> TASK REQUIREMENTS
From the line with "for (let i = 2;" through the line with "function label(font, color, halo, rows, align", repeat the entries verbatim, both end lines included, and add nothing.

> DATA SUPPLIED

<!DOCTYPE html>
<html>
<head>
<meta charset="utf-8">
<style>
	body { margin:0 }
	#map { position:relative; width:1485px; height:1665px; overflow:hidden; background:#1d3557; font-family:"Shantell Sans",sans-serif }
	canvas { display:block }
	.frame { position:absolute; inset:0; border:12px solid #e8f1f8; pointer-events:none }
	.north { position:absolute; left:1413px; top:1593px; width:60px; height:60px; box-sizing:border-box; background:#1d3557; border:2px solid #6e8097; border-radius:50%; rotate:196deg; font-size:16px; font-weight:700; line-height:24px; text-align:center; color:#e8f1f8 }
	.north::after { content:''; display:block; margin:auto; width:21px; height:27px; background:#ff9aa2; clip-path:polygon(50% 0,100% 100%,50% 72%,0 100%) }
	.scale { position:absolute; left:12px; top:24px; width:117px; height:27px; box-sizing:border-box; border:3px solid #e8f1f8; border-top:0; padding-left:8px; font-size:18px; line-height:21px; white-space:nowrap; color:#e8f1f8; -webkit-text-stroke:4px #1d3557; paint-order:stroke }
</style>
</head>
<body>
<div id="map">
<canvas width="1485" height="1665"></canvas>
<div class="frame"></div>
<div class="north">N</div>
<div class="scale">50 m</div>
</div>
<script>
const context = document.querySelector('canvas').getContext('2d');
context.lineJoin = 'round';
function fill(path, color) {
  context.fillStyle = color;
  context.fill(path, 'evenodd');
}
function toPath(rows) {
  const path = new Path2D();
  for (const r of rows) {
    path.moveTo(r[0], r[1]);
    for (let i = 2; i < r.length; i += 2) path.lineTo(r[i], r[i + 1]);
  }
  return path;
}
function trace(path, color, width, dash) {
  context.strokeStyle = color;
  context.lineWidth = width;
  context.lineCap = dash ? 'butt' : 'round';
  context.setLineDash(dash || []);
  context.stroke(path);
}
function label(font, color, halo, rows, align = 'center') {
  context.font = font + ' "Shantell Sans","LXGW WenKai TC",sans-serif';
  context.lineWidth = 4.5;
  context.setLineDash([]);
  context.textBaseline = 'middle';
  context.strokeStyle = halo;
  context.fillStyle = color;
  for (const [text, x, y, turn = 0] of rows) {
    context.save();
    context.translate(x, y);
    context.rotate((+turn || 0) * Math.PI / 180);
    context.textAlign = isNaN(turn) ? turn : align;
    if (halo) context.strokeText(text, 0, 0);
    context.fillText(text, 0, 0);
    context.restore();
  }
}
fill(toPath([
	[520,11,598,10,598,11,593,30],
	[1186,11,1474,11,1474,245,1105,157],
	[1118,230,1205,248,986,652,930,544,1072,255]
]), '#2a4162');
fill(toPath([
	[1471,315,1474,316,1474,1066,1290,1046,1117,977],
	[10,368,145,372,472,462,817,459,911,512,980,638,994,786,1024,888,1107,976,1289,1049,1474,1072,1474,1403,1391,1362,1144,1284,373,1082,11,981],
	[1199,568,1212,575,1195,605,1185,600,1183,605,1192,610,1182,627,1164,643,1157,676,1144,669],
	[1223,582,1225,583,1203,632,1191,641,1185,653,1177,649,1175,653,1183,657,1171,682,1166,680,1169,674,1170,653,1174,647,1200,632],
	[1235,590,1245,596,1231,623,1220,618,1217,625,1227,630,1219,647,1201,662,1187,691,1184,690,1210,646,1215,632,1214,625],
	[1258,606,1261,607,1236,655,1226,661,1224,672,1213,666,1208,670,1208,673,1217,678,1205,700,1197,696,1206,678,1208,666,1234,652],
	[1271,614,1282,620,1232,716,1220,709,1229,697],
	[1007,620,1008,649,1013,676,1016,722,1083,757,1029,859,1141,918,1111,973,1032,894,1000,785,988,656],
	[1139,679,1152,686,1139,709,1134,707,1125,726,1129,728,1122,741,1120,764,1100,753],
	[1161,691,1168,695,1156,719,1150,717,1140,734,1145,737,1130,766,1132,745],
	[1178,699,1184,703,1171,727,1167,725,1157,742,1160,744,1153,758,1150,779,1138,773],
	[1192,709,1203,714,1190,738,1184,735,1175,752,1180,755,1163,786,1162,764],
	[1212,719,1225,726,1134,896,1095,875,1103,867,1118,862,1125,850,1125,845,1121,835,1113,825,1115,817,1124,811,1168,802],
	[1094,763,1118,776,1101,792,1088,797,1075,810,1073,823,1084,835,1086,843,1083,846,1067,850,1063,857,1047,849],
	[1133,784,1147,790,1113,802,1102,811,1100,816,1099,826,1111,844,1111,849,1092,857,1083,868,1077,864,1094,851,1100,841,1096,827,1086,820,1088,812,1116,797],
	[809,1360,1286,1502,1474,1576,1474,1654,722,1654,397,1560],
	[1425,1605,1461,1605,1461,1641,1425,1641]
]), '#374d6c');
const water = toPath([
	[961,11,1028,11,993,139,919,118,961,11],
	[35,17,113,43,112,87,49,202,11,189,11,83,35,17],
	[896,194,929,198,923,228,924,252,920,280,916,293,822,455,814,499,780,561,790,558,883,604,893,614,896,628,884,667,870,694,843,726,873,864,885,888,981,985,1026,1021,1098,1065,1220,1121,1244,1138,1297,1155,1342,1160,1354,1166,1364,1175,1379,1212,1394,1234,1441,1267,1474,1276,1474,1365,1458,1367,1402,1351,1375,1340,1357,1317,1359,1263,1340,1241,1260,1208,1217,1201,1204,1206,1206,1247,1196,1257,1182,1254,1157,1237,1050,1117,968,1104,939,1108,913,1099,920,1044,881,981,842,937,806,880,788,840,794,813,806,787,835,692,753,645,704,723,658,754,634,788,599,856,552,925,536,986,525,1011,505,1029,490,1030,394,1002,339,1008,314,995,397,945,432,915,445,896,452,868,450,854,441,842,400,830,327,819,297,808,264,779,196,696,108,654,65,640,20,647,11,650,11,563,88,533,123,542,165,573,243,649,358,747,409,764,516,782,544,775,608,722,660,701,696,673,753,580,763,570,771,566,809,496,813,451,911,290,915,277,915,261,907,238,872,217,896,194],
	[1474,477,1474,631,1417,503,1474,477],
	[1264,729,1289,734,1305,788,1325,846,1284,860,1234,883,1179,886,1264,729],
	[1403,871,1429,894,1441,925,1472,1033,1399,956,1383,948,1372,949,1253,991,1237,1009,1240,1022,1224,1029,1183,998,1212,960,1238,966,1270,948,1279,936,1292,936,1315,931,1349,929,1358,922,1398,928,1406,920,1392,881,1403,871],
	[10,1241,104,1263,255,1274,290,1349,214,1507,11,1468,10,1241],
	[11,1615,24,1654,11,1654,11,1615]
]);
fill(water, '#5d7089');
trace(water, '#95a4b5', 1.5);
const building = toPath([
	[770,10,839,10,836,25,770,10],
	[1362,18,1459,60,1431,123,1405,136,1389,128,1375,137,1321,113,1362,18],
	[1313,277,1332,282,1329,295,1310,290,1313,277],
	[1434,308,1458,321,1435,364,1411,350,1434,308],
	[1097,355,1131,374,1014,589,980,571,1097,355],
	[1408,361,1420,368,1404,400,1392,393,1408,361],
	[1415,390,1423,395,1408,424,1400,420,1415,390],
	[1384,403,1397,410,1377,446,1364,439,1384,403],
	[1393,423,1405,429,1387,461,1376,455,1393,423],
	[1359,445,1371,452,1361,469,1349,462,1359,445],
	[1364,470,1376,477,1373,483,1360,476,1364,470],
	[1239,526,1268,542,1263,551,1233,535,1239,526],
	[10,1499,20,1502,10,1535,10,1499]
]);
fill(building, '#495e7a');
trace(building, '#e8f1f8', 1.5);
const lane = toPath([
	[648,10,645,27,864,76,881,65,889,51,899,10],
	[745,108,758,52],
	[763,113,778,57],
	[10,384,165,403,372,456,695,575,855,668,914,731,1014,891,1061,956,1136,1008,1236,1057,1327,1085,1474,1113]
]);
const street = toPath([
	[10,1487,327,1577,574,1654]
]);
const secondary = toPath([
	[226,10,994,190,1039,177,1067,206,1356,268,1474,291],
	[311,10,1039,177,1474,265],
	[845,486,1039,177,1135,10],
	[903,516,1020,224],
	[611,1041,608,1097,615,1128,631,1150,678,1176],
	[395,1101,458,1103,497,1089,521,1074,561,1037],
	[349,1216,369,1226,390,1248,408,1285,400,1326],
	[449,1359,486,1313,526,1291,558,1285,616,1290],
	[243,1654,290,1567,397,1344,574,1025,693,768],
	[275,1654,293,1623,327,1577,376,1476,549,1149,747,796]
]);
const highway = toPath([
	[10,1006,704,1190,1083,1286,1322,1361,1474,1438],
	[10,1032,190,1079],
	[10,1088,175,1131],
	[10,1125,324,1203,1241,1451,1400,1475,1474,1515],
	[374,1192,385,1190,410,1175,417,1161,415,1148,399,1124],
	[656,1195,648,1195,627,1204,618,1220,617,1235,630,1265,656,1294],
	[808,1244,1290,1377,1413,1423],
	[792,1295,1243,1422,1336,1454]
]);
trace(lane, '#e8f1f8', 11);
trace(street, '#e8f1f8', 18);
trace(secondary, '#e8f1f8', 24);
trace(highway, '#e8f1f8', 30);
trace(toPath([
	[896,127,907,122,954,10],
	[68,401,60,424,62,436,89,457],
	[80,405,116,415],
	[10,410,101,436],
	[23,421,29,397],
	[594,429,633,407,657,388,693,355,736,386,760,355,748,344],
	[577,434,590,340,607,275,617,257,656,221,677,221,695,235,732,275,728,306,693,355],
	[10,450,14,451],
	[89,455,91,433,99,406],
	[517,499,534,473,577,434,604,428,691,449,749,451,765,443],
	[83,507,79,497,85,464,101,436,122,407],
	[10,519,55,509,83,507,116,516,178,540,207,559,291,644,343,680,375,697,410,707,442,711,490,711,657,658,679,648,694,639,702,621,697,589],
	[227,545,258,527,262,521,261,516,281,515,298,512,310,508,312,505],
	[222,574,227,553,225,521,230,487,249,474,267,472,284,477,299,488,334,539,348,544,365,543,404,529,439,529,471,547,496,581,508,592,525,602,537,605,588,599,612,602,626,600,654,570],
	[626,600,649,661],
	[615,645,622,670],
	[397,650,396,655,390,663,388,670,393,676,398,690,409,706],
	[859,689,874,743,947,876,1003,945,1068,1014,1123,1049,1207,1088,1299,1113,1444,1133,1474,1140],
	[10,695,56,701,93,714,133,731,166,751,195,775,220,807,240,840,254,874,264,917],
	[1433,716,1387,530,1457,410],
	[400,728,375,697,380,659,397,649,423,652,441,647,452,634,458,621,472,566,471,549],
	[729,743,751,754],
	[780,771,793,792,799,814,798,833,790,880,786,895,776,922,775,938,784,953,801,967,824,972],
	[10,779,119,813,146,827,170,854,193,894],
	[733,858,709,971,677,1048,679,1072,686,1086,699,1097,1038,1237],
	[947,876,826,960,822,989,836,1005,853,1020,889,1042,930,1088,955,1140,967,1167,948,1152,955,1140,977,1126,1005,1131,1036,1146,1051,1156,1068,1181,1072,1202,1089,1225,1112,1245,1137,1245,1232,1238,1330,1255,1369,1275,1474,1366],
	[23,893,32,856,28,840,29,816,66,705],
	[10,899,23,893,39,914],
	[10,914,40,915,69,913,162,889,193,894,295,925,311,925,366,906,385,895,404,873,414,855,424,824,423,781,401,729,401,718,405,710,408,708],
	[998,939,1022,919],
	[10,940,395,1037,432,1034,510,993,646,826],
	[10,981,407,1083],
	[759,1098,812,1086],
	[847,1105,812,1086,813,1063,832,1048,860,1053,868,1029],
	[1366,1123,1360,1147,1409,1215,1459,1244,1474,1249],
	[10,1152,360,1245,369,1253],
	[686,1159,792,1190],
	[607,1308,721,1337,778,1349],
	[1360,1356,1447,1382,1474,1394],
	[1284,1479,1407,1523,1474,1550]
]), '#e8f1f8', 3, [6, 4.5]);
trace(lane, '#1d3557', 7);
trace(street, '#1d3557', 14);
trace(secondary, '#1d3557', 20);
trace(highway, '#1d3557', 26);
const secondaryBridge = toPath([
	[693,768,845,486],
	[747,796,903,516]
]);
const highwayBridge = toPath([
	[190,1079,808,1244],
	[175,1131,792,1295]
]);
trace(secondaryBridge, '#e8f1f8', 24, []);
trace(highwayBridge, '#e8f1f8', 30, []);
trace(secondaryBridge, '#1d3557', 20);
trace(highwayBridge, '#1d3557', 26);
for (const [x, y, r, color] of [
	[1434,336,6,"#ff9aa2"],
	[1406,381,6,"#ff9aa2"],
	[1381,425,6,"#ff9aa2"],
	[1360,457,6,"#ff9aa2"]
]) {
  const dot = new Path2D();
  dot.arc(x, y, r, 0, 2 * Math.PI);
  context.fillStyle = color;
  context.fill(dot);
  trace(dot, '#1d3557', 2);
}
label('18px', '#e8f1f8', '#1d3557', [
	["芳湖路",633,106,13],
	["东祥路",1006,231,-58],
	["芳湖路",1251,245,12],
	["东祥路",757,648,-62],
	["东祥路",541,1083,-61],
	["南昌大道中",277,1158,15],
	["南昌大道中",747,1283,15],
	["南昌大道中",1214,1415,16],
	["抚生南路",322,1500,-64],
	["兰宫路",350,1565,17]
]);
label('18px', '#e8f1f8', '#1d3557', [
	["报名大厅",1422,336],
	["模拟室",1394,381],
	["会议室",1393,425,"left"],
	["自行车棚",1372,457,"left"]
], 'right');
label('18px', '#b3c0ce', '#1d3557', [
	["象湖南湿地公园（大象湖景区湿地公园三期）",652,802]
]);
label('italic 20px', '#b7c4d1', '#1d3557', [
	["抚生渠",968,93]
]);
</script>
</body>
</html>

> COMPLETED EXERCISE
    for (let i = 2; i < r.length; i += 2) path.lineTo(r[i], r[i + 1]);
  }
  return path;
}
function trace(path, color, width, dash) {
  context.strokeStyle = color;
  context.lineWidth = width;
  context.lineCap = dash ? 'butt' : 'round';
  context.setLineDash(dash || []);
  context.stroke(path);
}
function label(font, color, halo, rows, align = 'center') {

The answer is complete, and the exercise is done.